● EXERCISE INSTRUCTIONS
All lines in the records below that hold "Carlo" are to be shown.

[DATA EXTRACTS — start]

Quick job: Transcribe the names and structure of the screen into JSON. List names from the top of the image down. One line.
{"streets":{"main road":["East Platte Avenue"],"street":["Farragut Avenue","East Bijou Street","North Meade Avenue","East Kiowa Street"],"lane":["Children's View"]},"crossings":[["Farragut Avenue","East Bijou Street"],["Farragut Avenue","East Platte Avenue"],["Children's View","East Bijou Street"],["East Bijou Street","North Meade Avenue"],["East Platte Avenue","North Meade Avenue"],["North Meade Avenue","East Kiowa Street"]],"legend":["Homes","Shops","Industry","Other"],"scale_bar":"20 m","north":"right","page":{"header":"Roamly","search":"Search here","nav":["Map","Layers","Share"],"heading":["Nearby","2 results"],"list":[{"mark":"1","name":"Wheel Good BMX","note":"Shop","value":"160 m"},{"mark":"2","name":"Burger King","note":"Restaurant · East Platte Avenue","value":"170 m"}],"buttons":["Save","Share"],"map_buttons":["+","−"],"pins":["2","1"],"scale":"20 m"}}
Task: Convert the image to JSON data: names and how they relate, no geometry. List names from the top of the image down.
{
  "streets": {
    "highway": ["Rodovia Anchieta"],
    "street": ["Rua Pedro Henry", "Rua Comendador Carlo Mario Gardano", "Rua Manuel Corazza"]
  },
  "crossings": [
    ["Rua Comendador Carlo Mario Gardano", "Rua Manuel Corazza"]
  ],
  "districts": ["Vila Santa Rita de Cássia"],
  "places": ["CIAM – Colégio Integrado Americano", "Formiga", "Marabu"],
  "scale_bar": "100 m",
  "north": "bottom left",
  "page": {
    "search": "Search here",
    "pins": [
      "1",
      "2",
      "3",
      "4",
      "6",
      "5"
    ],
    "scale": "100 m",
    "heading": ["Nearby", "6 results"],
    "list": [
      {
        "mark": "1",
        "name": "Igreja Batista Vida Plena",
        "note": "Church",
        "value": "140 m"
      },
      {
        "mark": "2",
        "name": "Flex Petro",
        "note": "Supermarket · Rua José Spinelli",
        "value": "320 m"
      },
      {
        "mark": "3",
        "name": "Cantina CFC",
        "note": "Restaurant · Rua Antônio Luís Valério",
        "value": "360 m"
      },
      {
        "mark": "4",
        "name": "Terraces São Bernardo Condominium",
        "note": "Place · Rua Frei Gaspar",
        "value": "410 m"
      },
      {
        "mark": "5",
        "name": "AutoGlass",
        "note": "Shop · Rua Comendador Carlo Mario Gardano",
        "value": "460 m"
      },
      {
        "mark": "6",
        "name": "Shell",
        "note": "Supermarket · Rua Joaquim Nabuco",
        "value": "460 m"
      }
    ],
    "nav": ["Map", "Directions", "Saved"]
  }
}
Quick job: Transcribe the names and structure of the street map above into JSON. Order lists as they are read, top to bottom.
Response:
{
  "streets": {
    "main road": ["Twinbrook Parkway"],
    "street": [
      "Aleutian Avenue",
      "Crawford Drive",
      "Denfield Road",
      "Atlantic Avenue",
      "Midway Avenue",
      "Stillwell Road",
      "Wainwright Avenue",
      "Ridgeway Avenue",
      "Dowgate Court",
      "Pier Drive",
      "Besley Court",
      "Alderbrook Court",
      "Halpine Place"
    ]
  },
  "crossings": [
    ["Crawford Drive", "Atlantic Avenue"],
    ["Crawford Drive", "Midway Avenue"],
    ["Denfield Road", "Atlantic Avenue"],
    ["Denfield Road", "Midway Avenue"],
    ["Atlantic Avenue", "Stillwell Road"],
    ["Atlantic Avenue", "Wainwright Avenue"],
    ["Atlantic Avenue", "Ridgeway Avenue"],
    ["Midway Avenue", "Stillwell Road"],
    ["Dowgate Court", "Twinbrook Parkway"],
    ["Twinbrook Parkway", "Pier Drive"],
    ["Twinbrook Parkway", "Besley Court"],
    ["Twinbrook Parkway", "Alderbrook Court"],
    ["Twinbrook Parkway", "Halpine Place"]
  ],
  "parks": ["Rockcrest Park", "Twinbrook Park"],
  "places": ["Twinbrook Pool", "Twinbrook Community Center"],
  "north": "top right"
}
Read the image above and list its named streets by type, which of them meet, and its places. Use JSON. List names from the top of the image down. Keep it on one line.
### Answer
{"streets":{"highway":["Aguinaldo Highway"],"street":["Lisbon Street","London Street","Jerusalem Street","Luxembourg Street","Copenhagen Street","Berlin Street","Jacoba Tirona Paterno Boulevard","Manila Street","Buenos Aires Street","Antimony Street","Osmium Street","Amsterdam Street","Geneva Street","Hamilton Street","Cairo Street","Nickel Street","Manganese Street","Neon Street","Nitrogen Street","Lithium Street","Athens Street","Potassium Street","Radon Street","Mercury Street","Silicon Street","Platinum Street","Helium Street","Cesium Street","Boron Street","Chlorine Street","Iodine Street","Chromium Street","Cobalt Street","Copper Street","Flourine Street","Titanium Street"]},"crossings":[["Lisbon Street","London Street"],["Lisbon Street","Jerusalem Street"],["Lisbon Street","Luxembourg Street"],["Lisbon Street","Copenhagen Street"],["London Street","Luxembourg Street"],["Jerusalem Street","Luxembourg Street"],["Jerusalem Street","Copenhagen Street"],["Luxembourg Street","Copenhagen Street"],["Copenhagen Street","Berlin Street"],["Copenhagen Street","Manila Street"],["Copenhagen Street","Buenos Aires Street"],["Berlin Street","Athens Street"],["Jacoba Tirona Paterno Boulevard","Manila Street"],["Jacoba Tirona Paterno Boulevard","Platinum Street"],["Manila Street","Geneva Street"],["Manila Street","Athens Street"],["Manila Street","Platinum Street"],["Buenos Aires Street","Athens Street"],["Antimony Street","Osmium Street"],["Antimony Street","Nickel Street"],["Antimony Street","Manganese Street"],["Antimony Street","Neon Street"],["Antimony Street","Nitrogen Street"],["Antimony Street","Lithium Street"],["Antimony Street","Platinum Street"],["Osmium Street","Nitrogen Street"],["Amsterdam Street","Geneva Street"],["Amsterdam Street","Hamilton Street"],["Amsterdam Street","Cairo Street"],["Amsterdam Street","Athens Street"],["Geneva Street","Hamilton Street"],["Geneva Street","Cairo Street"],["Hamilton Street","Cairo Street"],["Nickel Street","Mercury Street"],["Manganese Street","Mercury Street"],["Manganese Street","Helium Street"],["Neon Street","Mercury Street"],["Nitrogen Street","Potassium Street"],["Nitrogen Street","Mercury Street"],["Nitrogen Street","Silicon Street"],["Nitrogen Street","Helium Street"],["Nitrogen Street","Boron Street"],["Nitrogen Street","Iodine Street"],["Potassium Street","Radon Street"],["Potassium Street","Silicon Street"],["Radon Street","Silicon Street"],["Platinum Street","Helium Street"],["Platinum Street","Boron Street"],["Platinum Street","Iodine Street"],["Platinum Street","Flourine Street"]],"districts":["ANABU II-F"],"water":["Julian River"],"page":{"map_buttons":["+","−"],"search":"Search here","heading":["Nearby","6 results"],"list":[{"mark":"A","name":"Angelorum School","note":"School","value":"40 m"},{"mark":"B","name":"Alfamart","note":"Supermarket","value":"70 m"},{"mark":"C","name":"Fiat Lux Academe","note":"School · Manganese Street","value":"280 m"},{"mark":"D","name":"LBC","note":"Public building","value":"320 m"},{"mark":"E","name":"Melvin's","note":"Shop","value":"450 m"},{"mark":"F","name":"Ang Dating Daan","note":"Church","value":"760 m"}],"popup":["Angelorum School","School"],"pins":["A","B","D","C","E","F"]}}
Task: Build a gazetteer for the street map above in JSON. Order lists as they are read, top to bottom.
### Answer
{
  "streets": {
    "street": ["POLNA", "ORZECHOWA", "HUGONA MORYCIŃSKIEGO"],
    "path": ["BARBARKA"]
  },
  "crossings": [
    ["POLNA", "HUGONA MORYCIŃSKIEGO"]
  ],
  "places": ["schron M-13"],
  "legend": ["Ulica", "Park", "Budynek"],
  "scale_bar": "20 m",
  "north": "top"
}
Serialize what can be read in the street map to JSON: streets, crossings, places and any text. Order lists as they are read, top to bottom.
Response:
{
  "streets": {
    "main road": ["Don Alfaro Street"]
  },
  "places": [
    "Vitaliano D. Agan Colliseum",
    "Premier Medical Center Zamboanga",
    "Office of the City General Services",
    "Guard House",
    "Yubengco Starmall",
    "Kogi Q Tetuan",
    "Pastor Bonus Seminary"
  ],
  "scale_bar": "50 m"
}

[DATA EXTRACTS — finish]

● ANSWER FOR THE TASK
    "street": ["Rua Pedro Henry", "Rua Comendador Carlo Mario Gardano", "Rua Manuel Corazza"]
    ["Rua Comendador Carlo Mario Gardano", "Rua Manuel Corazza"]
        "note": "Shop · Rua Comendador Carlo Mario Gardano",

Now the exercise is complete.